Percy Bysshe Shelley | Page 4

John Addington Symonds

CHAPTER 7.
LAST DAYS.
CHAPTER 8.
EPILOGUE.

LIST OF AUTHORITIES.
1. The Poetical and Prose Works of Percy Bysshe Shelley, edited by
Mrs. Shelley. Moxon, 1840, 1845. 1 volume.
2. The Poetical Works, edited by Harry Buxton Forman. Reeves and
Turner, 1876-7. 4 volumes.
3. The Works of Percy Bysshe Shelley, edited by W.M. Rossetti.
Moxon, 1870. 2 volumes.
4. Hogg's Life of Shelley. Moxon, 1858. 2 volumes.
5. Trelawny's Records of Shelley, Byron, and the Author. Pickering,
1878. 2 volumes.
6. Shelley Memorials, edited by Lady Shelley. Smith and Elder. 1
volume.
7. Medwin's Life of Shelley. Newby, 1847. 2 volumes.
8. Shelley's Early Life, by D.F. McCarthy. Chatto and Windus. 1
volume.

9. Leigh Hunt's Autobiography. Smith and Elder.
10. W.M. Rossetti's Life of Shelley, included in the edition above cited,
Number 3.
11. Shelley, a Critical Biography, by G.B. Smith. David Douglas, 1877.
12. Relics of Shelley, edited by Richard Garnett. Moxon, 1862.
13. Peacock's Articles on Shelley in "Fraser's Magazine," 1858 and
1860.
14. Shelley in Pall Mall, by R. Garnett, in "Macmillan's Magazine,"
June, 1860.
15. Shelley's Last Days, by R. Garnett, in the "Fortnightly Review,"
June, 1878.
16. Two Lectures on Shelley, by W.M. Rossetti, in the "University
Magazine," February and March, 1878.

SHELLEY.
CHAPTER 1.
BIRTH AND CHILDHOOD.
It is worse than useless to deplore the irremediable; yet no man,
probably, has failed to mourn the fate of mighty poets, whose dawning
gave the promise of a glorious day, but who passed from earth while
yet the light that shone in them was crescent. That the world should
know Marlowe and Giorgione, Raphael and Mozart, only by the
products of their early manhood, is indeed a cause for lamentation,
when we remember what the long lives of a Bach and Titian, a
Michelangelo and Goethe, held in reserve for their maturity and age.

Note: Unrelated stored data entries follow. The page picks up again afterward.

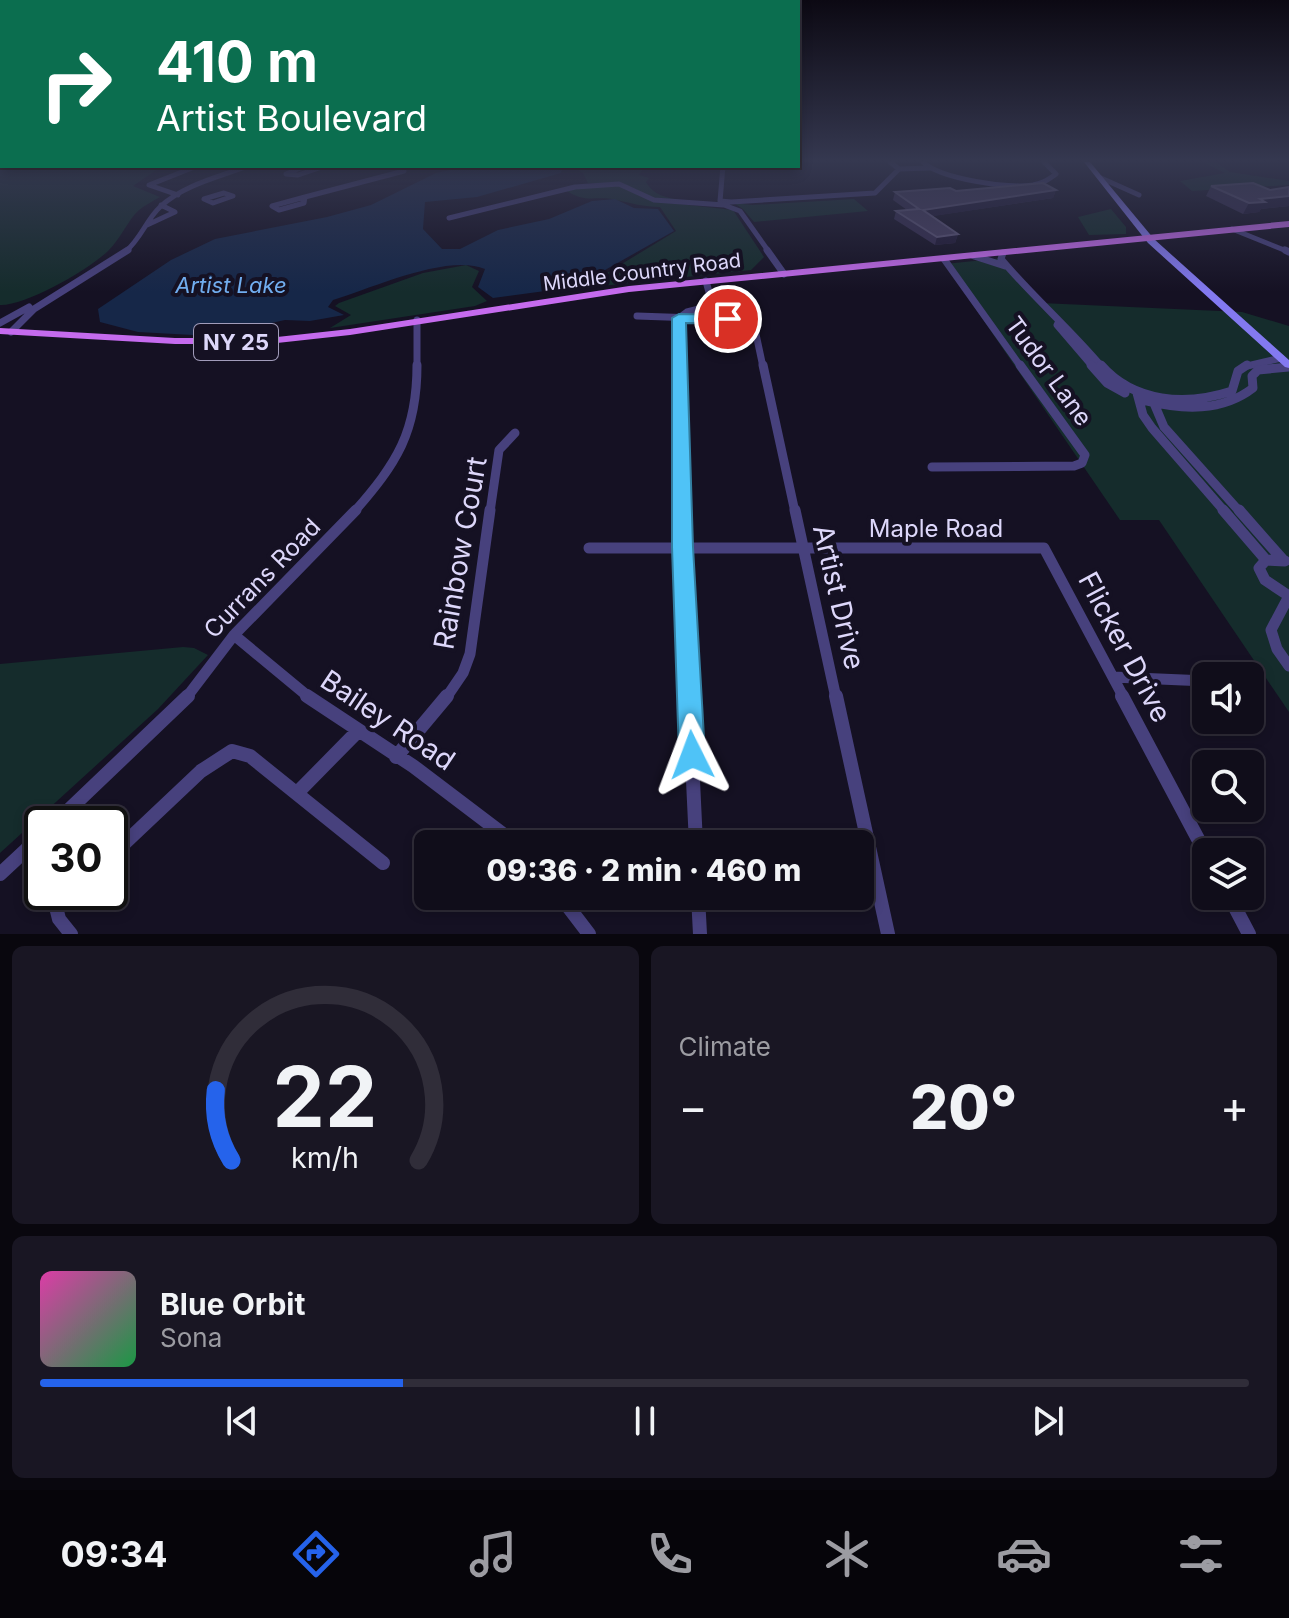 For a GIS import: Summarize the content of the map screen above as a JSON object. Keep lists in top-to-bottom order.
{
  "streets": {
    "main road": ["Middle Country Road", "NY 25"],
    "street": [
      "Tudor Lane",
      "Maple Road",
      "Rainbow Court",
      "Currans Road",
      "Artist Drive",
      "Flicker Drive",
      "Bailey Road"
    ]
  },
  "crossings": [
    ["Middle Country Road", "Tudor Lane"],
    ["Middle Country Road", "Currans Road"],
    ["Maple Road", "Artist Drive"],
    ["Maple Road", "Flicker Drive"],
    ["Rainbow Court", "Bailey Road"],
    ["Currans Road", "Bailey Road"]
  ],
  "water": ["Artist Lake"],
  "page": {
    "turn": ["410 m", "Artist Boulevard"],
    "limit": "30",
    "trip": "09:36 · 2 min · 460 m",
    "tile": "Climate",
    "heat": ["−", "20°", "+"],
    "song": ["Blue Orbit", "Sona"],
    "tabs": "09:34",
    "gauge": ["22", "km/h"]
  }
}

It
is of no use to persuade ourselves, as some have done, that we possess
the best work of men untimely slain. Had Sophocles been cut off in his

prime, before the composition of "Oedipus"; had Handel never merged
the fame of his forgotten operas in the immortal music of his oratorios;
had Milton been known only by the poems of his youth, we might with
equal plausibility have laid that flattering unction to our heart. And yet
how shallow would have been our optimism, how fallacious our
attempt at consolation. There is no denying the fact that when a young
Marcellus is shown by fate for one brief moment, and withdrawn
before his springtime has bought forth the fruits of summer, we must
bow in silence to the law of waste that rules inscrutably in nature.
Such reflections are forced upon us by the lives of three great English
poets of this century. Byron died when he was thirty-six, Keats when
he was twenty-five, and Shelley when he was on the point of
completing his thirtieth year. Of the three, Keats enjoyed the briefest
space for the development of his extraordinary powers. His
achievement, perfect as it is in some poetic qualities, remains so
immature and incomplete that no conjecture can be hazarded about his
future. Byron lived longer, and produced more than his brother poets.
Yet he was extinguished when his genius was still ascendant, when his
"swift and fair creations" were issuing like worlds from an archangel's
hands. In his case we have perhaps only to deplore the loss of
masterpieces that might have equalled, but could scarcely have
surpassed, what we possess. Shelley's early death is more to be
regretted. Unlike Keats and Byron, he died by a mere accident. His
faculties were far more complex, and his aims were more ambitious
than theirs. He therefore needed length of years for their co-ordination;
and if a fuller life had been allotted him, we have the certainty that
from the discords of his youth he would have wrought a clear and lucid
harmony.
These sentences form a somewhat gloomy prelude to a biography. Yet
the student of Shelley's life, the sincere admirer of his genius, is almost
forced to strike a solemn key-note at the outset. We are not concerned
with one whose "little world of man" for good or ill was perfected, but
with one whose growth was interrupted just before the synthesis of
which his powers were capable had been accomplished.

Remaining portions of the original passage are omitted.